In hexagonal architecture you’d maybe implement such a thing like:
Web app handler -> command interface -> message bus -> command handler (business logic) -> repository interface -> repository (Postgres, mongo, memory, email)
What this lets you do is split apart the app at the interfaces into separate modules which can be reasoned about and tested separately.
End of the day you don’t care what is happening on the other side of the interface as long as whatever it is follows the interface specification.
Building applications like this meants that if we wanted to extend our app with an API and a Real-time Websocket service, we can (usually) just write a handler to turn that request into a command for the command interface and be done with it.
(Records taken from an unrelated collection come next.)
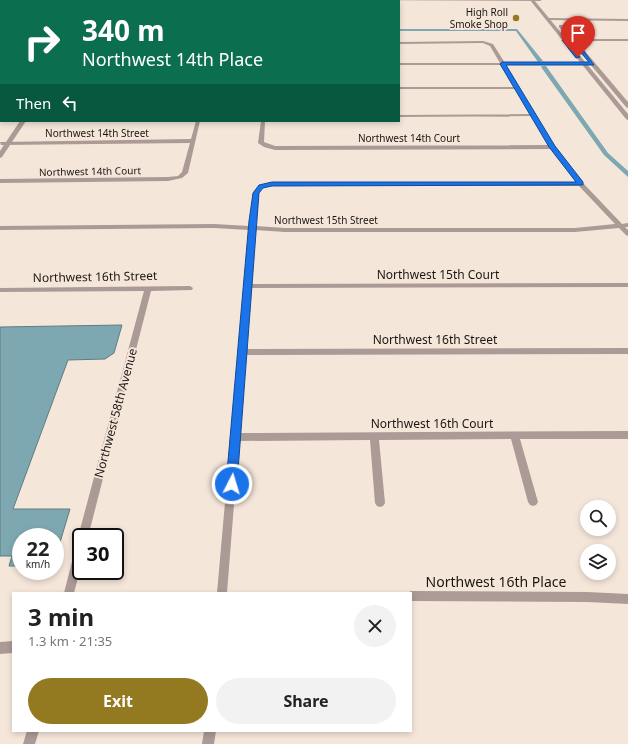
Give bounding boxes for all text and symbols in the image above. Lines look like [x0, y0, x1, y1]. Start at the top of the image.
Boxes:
place label: High Roll Smoke Shop [450, 5, 508, 31]
text: 340 m [82, 11, 165, 49]
marker: High Roll Smoke Shop [511, 13, 521, 23]
icon: right [16, 16, 68, 68]
pin [561, 16, 595, 57]
icon: arrive [567, 22, 589, 44]
text: Northwest 14th Place [82, 47, 263, 71]
icon: left [59, 92, 81, 114]
text: Then [16, 93, 51, 113]
street label: Northwest 14th Street [45, 126, 149, 140]
street label: Northwest 14th Court [358, 131, 460, 145]
street label: Northwest 14th Court [39, 163, 142, 179]
street label: Northwest 15th Street [274, 213, 378, 227]
street label: Northwest 15th Court [377, 266, 500, 283]
street label: Northwest 16th Street [33, 267, 158, 286]
street label: Northwest 16th Street [373, 331, 498, 348]
street label: Northwest 58th Avenue [90, 346, 141, 479]
street label: Northwest 16th Court [371, 415, 494, 432]
position arrow [211, 463, 253, 505]
map controls [580, 500, 616, 580]
button: search [580, 500, 616, 536]
speed limit sign: 30 [72, 528, 124, 580]
text: 22 [27, 535, 49, 562]
button: layers [580, 544, 616, 580]
text: km/h [26, 557, 50, 571]
street label: Northwest 16th Place [426, 572, 567, 591]
text: 3 min [28, 600, 94, 633]
button: close [354, 605, 396, 647]
text: 1.3 km · 21:35 [28, 632, 112, 650]
button: Exit [28, 678, 208, 724]
button: Share [216, 678, 396, 724]

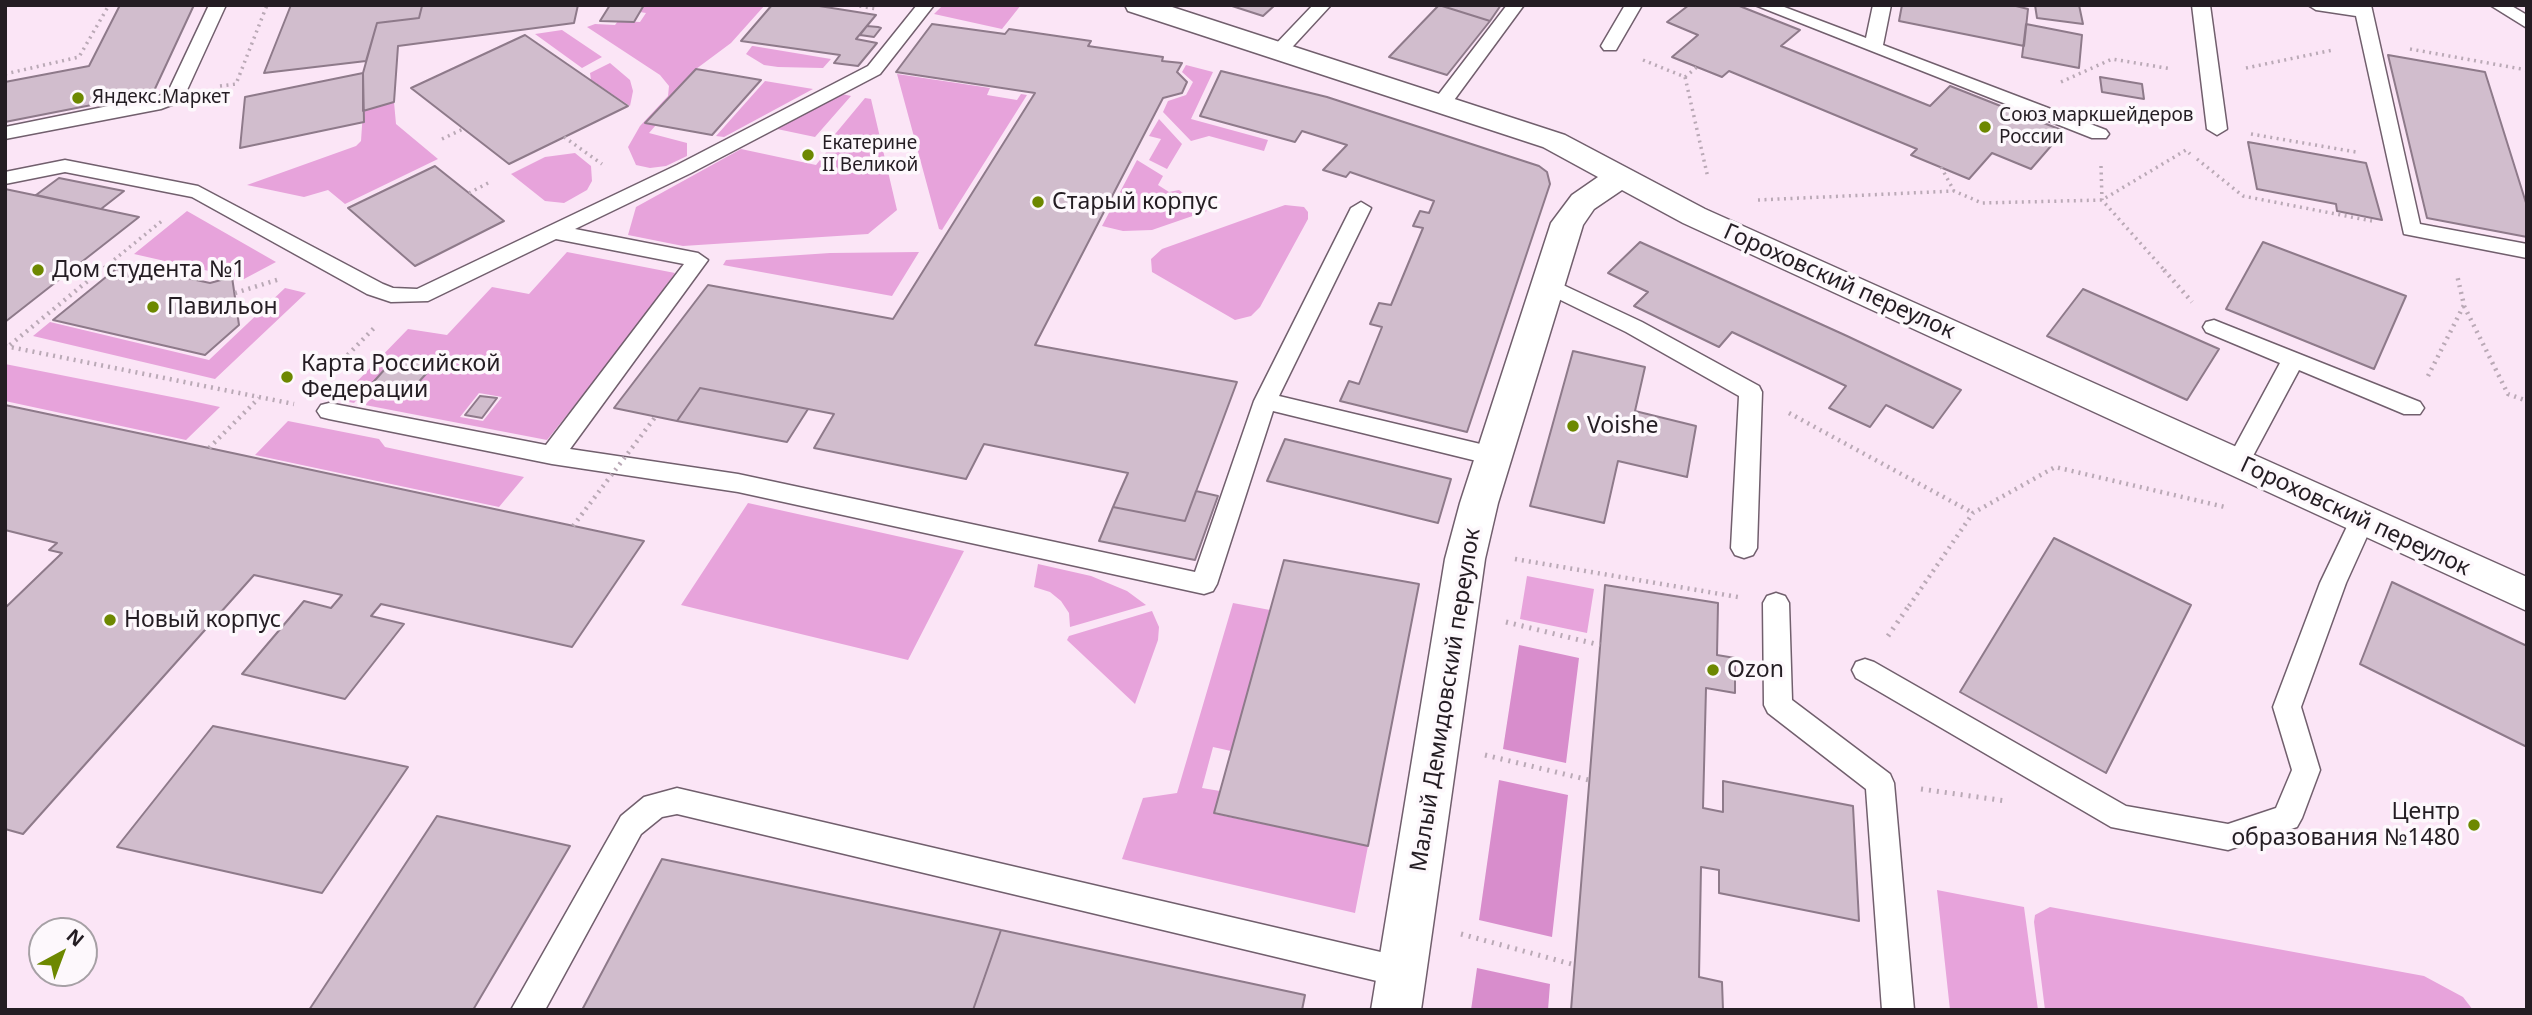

cool, thanks for the explanation :) i am familiar with onion architecture, i just never heard of hexagonal arch. i assumed there would be some difference
I just had a look at the Lemmy source and it seems pretty straightforward, what exactly are you having issues with?
the fact that there are CRUD COMMON and API crates???
I don’t see the problem with modularizing code. Any proper IDE will make following through the crates as transparent as if it were all in the main src folder. It’s not like there’s some complicated indirection at play or anything, it’s direct references and invocations.
is it kinda early for them to modularize their code?
Given this project has been around for many years, (looking at their releases), I wouldn’t say it’s “early” to modularize their code. It’s very common practice to abstract out / move commonly executed code into their own packages and modules to allow ease of reuse across the app. This way if an entire subpackage needs to be moved or deleted, all related code could be affected at once and code which references it, simply needs to be edited. Typically these places to edit are much easier to handle since most of “calling code” wouldn’t touch the modularized / abstracted code, only their callables.
I’ve coded most of my applications in that structure. It makes changing and testing things sane. Plus, if I need to make a large backend change, I can keep the abstractions compatible and have the rest of the app not notice.
I don’t know every time I’ve tried to change a beast like that, it was hard and frustrating.